2. Inference with a foundational model

Before any tuning, it's essential to establish a baseline by running inference with the un-tuned foundational model. Using a prompt like "I want you to act as a logistician," we can observe how the model generates responses without further tuning. Make sure to include an extra space after the prompt, otherwise the model might not generate anything.

This serves as a reference for comparing improvements after tuning.

We will be using a custom generate_text function to make our life easier.

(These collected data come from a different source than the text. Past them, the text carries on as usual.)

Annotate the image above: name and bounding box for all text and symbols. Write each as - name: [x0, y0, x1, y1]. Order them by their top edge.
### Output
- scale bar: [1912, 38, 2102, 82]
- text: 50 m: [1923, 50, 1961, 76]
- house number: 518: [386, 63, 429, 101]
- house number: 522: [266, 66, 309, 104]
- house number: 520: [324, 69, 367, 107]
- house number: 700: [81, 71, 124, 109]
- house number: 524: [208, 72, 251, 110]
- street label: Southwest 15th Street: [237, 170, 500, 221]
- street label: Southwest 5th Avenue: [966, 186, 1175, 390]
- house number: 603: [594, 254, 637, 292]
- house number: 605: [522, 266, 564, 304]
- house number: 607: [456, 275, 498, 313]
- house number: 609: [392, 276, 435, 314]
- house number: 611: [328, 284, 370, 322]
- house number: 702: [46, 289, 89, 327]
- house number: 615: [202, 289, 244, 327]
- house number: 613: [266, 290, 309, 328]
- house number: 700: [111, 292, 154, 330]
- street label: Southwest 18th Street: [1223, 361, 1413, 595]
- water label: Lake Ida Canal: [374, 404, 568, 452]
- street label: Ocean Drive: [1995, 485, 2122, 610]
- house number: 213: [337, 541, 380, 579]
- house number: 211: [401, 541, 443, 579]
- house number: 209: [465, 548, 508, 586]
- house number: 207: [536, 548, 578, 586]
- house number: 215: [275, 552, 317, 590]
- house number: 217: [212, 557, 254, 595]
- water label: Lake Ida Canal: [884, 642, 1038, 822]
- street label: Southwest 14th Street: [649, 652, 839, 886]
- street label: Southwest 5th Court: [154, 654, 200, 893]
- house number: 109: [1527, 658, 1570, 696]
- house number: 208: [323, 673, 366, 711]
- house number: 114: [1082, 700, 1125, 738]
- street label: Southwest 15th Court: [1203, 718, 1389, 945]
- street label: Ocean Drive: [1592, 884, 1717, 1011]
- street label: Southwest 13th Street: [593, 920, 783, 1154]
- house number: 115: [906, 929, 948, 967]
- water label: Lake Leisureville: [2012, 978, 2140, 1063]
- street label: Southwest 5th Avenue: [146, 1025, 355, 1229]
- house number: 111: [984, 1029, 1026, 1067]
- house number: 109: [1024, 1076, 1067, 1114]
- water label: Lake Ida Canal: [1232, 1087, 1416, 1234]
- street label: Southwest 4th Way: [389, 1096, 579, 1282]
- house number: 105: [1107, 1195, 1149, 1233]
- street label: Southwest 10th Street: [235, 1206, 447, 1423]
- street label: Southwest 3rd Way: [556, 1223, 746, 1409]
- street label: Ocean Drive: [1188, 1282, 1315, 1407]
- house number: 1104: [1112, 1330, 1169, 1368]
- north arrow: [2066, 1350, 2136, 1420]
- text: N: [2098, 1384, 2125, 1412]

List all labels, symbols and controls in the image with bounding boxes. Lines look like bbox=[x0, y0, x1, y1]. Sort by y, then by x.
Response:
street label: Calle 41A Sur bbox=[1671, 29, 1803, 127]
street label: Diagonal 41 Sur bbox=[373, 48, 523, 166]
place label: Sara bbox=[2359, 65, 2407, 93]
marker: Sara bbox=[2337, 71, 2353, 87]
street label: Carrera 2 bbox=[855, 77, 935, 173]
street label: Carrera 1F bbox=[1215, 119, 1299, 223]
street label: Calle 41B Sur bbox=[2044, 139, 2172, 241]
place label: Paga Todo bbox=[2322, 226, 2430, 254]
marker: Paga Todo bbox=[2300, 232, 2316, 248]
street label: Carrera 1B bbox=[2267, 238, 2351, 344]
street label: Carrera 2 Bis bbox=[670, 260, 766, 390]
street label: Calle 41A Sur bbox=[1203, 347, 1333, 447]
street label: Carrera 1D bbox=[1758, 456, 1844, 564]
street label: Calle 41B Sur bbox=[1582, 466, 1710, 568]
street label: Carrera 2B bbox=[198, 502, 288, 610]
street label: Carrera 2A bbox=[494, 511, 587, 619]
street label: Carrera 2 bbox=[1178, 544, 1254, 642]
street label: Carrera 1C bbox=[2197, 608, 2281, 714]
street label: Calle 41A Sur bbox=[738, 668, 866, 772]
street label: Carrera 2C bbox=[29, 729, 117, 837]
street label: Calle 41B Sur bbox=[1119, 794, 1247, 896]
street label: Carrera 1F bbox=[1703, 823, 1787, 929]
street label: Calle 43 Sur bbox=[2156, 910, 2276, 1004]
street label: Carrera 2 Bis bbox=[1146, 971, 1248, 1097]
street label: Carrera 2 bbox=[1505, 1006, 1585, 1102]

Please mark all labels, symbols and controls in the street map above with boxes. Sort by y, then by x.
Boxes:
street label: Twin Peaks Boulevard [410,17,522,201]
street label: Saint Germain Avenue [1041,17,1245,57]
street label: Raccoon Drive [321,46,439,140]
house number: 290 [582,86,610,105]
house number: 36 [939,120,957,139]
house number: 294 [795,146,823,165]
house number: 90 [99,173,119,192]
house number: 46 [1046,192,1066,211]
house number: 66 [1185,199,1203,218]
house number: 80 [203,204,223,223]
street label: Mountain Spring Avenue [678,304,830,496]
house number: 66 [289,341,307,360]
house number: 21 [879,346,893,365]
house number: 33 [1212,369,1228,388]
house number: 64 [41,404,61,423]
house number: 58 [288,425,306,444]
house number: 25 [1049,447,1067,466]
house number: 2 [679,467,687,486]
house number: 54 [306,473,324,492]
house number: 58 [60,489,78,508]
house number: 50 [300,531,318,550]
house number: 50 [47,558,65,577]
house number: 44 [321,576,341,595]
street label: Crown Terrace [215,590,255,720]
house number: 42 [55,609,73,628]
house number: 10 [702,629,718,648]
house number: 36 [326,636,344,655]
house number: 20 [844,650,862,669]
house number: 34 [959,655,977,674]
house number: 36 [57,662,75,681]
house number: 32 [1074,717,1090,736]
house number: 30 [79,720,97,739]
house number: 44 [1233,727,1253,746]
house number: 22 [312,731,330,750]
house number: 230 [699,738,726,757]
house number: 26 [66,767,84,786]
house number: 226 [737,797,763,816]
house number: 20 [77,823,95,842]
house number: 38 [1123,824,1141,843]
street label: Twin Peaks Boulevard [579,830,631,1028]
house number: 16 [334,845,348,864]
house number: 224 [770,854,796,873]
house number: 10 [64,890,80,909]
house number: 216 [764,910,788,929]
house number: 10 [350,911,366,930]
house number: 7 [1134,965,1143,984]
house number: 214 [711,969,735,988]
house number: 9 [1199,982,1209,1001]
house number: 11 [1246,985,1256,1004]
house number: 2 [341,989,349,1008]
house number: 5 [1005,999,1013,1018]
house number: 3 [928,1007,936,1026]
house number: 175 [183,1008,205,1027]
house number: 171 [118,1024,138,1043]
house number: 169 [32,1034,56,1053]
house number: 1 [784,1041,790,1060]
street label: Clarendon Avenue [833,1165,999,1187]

def generate_text(model, tokenizer, prompt_text, max_tokens):
    prompt_text = tokenizer(prompt_text, return_tensors="pt")
    outputs = model.generate(
        input_ids=prompt_text["input_ids"],
        attention_mask=prompt_text["attention_mask"],
        max_length=max_tokens,
        repetition_penalty=1.5,
        eos_token_id=tokenizer.eos_token_id
    )
    return tokenizer.batch_decode(outputs, skip_special_tokens=True)


initial_output = generate_text(model, tokenizer, "I want you to act as a logistician. ", 100)
print("Initial model output:", initial_output)

This is the model output:

['I want you to act as a logistician. You will be able to: Analyze the data']

As you can see the model is not quite sure of the context.

3. Dataset

The dataset is a crucial element of prompt tuning. We use the `awesome-chatgpt-prompts` dataset for tuning. This dataset provides motivational content for tuning, ensuring that the model adapts its responses accordingly.

from datasets import load_dataset

dataset_prompt = "fka/awesome-chatgpt-prompts"


data_prompt = load_dataset(dataset_prompt)
data_prompt = data_prompt.map(lambda x: tokenizer(x["prompt"]), batched=True)
train_prompts = data_prompt["train"].select(range(50))

We tokenize the dataset and prepare a small subset for training.

4. Tuning

Now, the most interesting part; we configure the prompt tuning using the PromptTuningConfig class from the PEFT library.

from peft import  get_peft_model, PromptTuningConfig, TaskType, PromptTuningInit

tuning_config = PromptTuningConfig(
    task_type=TaskType.CAUSAL_LM, #This type indicates the model will generate text.
    prompt_tuning_init=PromptTuningInit.RANDOM,  #The added virtual tokens are initializad with random numbers
    num_virtual_tokens=4, #Number of virtual tokens to be added and trained.
    tokenizer_name_or_path=model_name
)

peft_model = get_peft_model(model, tuning_config)

The training arguments are specified using the TrainingArguments class.

from transformers import TrainingArguments
training_args = TrainingArguments(
    use_cpu=True, # This is necessary for CPU clusters.
    output_dir = "./",
    auto_find_batch_size=True, # Find a suitable batch size that will fit into memory automatically, you can also use a custom batch size
    learning_rate= 0.005,
    num_train_epochs=5 
    )

A Trainer object manages the training process. With DataCollatorForLanguageModeling, the data collator ensures that the training samples are appropriately formatted. The training phase is initiated with the train method, fine-tuning the bloomz-560m model for the specific prompt tasks.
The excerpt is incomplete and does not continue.